Supplied entries Start Marker
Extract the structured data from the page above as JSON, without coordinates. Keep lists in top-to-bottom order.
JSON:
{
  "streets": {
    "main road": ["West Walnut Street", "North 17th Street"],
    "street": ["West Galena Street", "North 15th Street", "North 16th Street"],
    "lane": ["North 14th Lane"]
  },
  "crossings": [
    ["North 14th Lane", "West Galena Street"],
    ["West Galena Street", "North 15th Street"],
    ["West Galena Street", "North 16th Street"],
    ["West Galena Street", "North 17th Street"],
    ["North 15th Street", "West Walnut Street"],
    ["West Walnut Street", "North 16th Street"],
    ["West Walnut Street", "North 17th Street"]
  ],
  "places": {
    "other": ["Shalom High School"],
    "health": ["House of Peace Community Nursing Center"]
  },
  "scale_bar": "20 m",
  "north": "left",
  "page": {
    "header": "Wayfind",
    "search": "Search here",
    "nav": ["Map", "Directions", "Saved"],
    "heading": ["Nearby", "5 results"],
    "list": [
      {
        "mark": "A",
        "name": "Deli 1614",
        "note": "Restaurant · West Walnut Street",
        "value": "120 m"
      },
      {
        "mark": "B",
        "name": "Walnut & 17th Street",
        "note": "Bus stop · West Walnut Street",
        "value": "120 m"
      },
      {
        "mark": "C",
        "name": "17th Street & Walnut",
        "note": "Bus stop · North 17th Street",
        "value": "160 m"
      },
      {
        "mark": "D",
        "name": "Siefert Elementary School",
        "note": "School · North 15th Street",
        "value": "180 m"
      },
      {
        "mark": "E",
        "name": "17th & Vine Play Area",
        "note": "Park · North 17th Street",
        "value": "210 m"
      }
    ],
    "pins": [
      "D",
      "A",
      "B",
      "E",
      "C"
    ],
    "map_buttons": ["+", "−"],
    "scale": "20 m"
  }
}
Supplied entries End Marker
Filter the preceding entries down to the lines with "page".

Extract the structured data from the page above as JSON, without coordinates. Keep lists in top-to-bottom order.
  "page": {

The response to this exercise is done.